Impedimento de renovação da inscrição estadual de sociedade empresária. Restrição ao livre exercício da atividade econômica por Portarias estaduais. Caracterização como sanção política pelo Tribunal de origem. Aplicação de precedentes desta Corte. Revisão de matéria fático-probatória. Supressão de instância. Desprovimento. 1. Ao analisar os argumentos do agravante, o TJSP entendeu que o impedimento de renovação da inscrição estadual cria óbice ao desempenho das atividades econômicas da agravada, violando os arts. 1º, IV, e 170, IV, da Constituição. Afirmou, ainda, que as Portarias CAT 92/98 e CAT 02/2011, que motivaram o indeferimento da renovação da inscrição, mitigam os princípios da livre concorrência e da livre iniciativa. 2. O agravante não conseguiu comprovar perante as instâncias inferiores que o indeferimento da renovação da inscrição estadual, com base nas referidas portarias, não configura sanção política, a justificar a não aplicação dos precedentes desta Corte em casos análogos a este. 3. Rever o entendimento do Tribunal de origem implicaria reanálise de fatos à luz da legislação infraconstitucional pertinente.

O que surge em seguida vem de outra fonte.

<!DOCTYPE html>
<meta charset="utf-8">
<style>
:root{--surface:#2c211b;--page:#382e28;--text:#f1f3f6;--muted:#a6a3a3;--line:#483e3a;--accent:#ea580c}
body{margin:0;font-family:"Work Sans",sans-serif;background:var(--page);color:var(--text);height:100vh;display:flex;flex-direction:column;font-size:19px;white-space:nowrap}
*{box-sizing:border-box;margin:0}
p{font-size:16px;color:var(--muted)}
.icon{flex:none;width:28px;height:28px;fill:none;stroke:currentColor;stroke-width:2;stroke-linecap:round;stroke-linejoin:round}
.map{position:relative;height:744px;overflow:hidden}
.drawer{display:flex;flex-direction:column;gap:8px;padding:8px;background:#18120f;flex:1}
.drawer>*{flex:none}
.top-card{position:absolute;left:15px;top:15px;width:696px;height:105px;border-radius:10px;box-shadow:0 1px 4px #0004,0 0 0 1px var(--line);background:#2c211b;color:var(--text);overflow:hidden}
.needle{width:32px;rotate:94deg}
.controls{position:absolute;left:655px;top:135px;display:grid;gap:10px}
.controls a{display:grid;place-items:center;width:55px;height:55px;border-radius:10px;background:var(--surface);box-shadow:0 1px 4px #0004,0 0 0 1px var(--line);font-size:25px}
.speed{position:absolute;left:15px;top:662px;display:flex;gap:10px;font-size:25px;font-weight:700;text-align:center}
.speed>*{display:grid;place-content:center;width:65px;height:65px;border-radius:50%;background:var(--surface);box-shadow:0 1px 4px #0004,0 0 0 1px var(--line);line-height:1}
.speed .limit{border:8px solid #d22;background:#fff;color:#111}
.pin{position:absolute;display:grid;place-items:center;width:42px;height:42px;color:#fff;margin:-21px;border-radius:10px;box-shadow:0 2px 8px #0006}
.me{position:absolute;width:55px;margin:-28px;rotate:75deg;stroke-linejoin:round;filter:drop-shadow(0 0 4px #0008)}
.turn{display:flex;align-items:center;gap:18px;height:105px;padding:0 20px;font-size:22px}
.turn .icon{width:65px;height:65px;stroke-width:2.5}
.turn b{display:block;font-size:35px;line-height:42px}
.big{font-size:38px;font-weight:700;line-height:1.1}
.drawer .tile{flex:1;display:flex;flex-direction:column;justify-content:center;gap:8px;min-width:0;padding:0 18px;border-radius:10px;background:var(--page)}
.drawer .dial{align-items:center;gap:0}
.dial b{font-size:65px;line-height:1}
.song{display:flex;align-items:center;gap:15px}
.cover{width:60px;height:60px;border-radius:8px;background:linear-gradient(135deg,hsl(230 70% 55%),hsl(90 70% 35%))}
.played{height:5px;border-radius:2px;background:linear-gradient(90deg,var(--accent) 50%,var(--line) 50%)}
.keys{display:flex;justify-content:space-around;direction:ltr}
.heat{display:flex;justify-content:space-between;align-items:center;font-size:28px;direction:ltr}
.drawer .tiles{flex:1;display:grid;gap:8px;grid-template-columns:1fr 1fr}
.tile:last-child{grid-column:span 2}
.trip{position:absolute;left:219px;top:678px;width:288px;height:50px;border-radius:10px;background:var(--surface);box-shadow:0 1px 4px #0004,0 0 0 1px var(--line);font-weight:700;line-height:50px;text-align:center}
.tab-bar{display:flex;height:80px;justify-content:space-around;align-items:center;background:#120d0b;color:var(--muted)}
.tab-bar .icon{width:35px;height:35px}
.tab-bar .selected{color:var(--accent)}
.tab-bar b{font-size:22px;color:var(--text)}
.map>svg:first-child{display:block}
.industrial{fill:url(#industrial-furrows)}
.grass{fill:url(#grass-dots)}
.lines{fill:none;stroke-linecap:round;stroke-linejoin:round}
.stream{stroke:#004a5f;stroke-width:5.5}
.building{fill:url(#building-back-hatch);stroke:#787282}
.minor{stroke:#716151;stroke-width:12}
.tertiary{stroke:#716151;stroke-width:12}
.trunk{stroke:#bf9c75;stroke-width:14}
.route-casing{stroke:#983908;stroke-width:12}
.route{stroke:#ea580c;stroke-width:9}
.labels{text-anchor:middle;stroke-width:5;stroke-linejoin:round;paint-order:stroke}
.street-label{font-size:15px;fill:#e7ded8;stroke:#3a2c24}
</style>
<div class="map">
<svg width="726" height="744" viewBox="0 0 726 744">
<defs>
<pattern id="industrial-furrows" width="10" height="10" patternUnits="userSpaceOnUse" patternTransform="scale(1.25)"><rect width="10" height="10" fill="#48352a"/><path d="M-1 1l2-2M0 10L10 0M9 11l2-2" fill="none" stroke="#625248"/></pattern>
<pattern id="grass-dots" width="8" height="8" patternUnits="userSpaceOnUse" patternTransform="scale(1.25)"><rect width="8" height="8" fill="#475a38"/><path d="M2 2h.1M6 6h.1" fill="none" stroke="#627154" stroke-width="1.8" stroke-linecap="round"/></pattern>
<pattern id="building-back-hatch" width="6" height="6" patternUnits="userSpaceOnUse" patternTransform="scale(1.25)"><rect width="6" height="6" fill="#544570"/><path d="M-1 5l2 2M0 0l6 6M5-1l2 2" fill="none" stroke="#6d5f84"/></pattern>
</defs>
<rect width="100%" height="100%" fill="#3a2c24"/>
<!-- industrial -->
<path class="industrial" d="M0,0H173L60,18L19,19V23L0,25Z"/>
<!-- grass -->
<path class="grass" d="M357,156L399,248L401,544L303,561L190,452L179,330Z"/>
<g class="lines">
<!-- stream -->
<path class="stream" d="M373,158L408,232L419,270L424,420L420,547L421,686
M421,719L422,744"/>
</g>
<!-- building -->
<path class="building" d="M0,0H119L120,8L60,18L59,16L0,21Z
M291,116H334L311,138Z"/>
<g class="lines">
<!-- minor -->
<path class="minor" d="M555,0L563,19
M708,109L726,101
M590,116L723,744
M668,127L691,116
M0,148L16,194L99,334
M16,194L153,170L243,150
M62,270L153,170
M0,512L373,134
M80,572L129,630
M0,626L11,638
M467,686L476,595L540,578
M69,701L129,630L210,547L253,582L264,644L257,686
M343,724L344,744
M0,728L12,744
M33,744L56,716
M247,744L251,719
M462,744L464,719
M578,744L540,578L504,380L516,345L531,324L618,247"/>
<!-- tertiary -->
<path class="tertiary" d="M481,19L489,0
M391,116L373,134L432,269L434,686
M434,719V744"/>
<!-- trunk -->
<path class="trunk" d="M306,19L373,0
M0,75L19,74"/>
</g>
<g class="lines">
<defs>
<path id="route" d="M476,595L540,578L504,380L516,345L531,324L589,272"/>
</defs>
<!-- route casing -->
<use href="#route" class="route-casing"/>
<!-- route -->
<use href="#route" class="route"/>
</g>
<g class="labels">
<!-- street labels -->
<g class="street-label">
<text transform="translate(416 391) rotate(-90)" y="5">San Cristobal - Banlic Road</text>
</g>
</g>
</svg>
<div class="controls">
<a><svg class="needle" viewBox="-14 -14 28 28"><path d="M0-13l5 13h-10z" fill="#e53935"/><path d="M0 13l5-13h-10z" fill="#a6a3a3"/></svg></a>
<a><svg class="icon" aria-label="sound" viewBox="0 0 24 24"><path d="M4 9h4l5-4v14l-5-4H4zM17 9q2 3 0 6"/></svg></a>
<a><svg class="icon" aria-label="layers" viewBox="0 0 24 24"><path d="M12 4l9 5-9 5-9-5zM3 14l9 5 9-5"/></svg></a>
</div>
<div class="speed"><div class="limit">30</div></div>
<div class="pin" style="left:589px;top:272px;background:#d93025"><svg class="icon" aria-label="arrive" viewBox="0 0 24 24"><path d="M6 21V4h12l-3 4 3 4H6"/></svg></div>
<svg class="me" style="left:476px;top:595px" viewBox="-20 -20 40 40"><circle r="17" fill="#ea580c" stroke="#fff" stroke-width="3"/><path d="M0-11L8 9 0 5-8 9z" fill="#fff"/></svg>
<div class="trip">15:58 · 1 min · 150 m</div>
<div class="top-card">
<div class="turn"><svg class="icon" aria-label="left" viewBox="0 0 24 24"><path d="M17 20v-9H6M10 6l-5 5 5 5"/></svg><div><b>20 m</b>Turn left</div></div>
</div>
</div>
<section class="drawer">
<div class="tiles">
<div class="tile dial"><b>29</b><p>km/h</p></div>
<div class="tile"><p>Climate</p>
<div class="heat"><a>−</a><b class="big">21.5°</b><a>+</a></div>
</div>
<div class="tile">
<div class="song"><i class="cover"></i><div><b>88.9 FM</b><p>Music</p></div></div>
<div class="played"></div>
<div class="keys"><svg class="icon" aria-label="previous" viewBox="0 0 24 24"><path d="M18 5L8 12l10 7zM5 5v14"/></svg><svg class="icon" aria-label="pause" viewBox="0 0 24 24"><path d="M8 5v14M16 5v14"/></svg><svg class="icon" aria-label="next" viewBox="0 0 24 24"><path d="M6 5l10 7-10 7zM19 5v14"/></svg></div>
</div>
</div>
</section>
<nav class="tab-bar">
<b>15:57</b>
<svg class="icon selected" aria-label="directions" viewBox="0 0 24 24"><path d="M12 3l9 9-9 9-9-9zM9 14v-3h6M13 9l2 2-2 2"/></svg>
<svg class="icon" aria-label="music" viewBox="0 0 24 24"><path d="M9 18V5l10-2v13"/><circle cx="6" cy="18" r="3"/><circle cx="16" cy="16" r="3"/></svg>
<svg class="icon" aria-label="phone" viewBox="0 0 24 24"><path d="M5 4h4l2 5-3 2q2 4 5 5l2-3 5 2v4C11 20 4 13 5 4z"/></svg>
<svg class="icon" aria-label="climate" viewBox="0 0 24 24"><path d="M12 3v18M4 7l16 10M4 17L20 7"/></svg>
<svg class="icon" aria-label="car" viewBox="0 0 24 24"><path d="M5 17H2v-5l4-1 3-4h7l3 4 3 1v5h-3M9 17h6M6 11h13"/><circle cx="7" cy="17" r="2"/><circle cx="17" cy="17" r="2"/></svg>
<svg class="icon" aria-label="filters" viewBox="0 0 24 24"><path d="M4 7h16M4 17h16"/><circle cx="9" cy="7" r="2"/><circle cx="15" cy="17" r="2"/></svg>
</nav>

Não cabe ao STF, em agravo em recurso extraordinário, analisar se o cancelamento de inscrição estadual para alteração de regime de apuração de tributo – que implica mudança na periodicidade de cômputo de fatos geradores, pagamentos e cumprimento de obrigações acessórias – impede, na prática, o desenvolvimento da atividade econômica empresarial. 4. O acórdão recorrido está fundado na premissa de que a inscrição estadual da sociedade empresária não é renovável, uma vez que o indeferimento de renovação impede o desenvolvimento das suas atividades. Assim, o Tribunal de origem não se pronunciou a respeito da inadimplência reiterada da recorrida nem quanto à aplicação ao caso do entendimento firmado no RE 550.769, não sendo possível ao Supremo Tribunal Federal conhecer originariamente da matéria, sob pena de supressão de instância. Óbice para apreciação do recurso na Súmula 284/STF. 5. Agravo interno a que se nega provimento. Nos termos do art. 85, § 11, do CPC/2015, fica majorado em 25% o valor da verba honorária fixado na instância inferior, observados os limites legais do art. 85, §§ 3º, 4º e 5º. ARE 1060488 AgR / SP, DJ 15-02-2018.